Cloud Services Generally, you would want to have separation between the SharePoint farm, SQL infrastructure and the workflow manager farm. I personally would recommend using the new regional networks in Azure so that you can utilize internal load balancers required for Workflow Manager high availability. The picture below depicts a very basic farm with high level components, including Workflow Manager within its own cloud service.

. SPWFHAAZure

Internal load balancers are used for SQL Server AlwaysOn, currently supporting one AG in Windows Azure since the Internal Load Balancer (ILB)  supports only one IP address. The SharePoint farm would access SQL Server ideally via a DNS record pointing to the load balanced IP. The SQL Servers would expose the SQL Server endpoint port to the internal load balancer used by the SQL Server Availability Group for connectivity. Synchronous commit mode is utilized on the Availability group to maximise uptime. Since this topic is about Workflow Manager high availability, we would have three instances hosted within a cloud service being exposed via a internal load balancer. This should ideally be on port 12290 (https) for the farm to communicate to the Workflow Manager endpoint. It’s recommended to utilize a domain certification authority (CA), to have a trusted certificate between all the Workflow Manager nodes and Workflow clients. A common question is why would we just not have two servers in the Workflow Manager farm? Basically, Service Bus, utilizes a quorum, so a third node is required for High Availability.

Configuration

  • Prior to configuring the Workflow Manager farm, ensure you have all the Azure VMs provisioned as part of a cloud service and install the Workflow and Service Bus, with the refresh versions and Service Bus 1.1. All nodes in the farm should have the same bits installed, otherwise your configuration may fail.
  • Ensure each host has a certificate issued by a domain CA and you have the certificate installed on all three nodes. The certificate must be trusted by the SharePoint Servers, otherwise you’d have a JSON download error message when you try and register and configure the Workflow Manager Proxy
  • Ensure you have a DNS Host (A) entry created, pointing to the ILB IP address,  in the domain which is tied to the common name issued by the domain CA (after you create the Internal Load Balancer)
  • The workflow manager installer account must be a local administrator on all three farm nodes
  • The workflow manager installer account must have the Server Admin role in SQL Server, although I have made this work with DBCREATOR and SECURITY ADMIN in the past, the Workflow Manager articles still suggest the SA role
  • The Workflow Manager RunAs Account must be a domain account and have the log on as a service right (make sure your domain policies do not override this security policy

Create the Internal Load Balancer in Azure

For this step you’ll require:

  • The Cloud Service Name
  • The VNet Subnet (for assigning the IP address to the ILB)
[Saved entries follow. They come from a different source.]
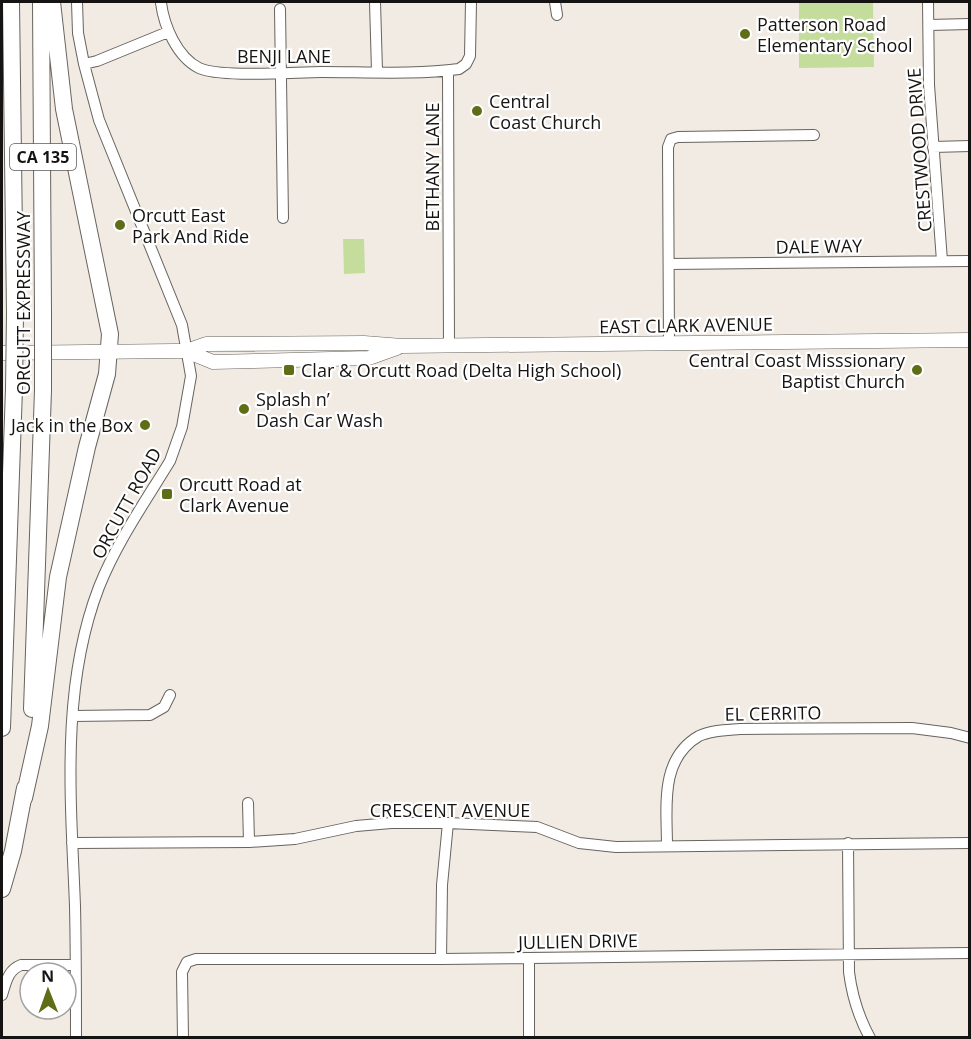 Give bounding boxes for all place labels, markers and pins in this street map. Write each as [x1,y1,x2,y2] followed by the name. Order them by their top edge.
[757,12,913,57] place label: Patterson Road Elementary School
[738,27,752,41] marker: Patterson Road Elementary School
[489,89,601,134] place label: Central Coast Church
[470,104,484,118] marker: Central Coast Church
[132,203,249,248] place label: Orcutt East Park And Ride
[113,218,127,232] marker: Orcutt East Park And Ride
[688,348,906,393] place label: Central Coast Misssionary Baptist Church
[301,358,621,382] place label: Clar & Orcutt Road (Delta High School)
[282,363,296,377] marker: Clar & Orcutt Road (Delta High School)
[910,363,924,377] marker: Central Coast Misssionary Baptist Church
[256,387,383,432] place label: Splash n’ Dash Car Wash
[237,402,251,416] marker: Splash n’ Dash Car Wash
[9,413,134,437] place label: Jack in the Box
[138,418,152,432] marker: Jack in the Box
[179,472,302,517] place label: Orcutt Road at Clark Avenue
[160,487,174,501] marker: Orcutt Road at Clark Avenue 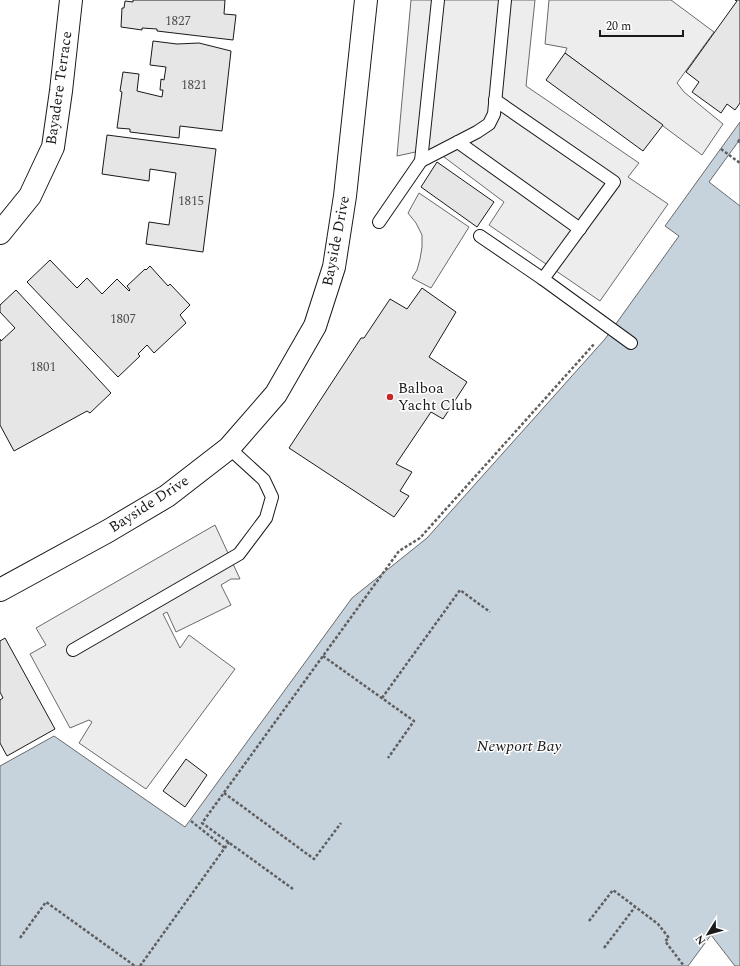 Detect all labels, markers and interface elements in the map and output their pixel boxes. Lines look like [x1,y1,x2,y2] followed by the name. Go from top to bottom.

Run the following PowerShell to create the ILB:

# Internal Load Balancer Settings – replace these settings with your own environment settings

$ILBName = “ILBSBWorkflow”

$ILBSubnet = “WFSubNet”

$EndPointName = “IntSBWFEndPoint”

$WFHTTPSPort = “12290”

$PoleInterval = “20”

$ServiceName = “WORKFLOWCSVC”

$WFVM1 = “WF01”

$WFVM1 = “WF02”

$WFVM1 = “WF03”

# Add Internal Load Balancer to the service

Add-AzureInternalLoadBalancer -InternalLoadBalancerName $ILBName -SubnetName $ILBSubnet -ServiceName $ServiceName

Expose and Assign the Endpoints to the ILB

Run the following PowerShell the create and expose the endpoint on the Virtual Machines, which participate in the load balanced set.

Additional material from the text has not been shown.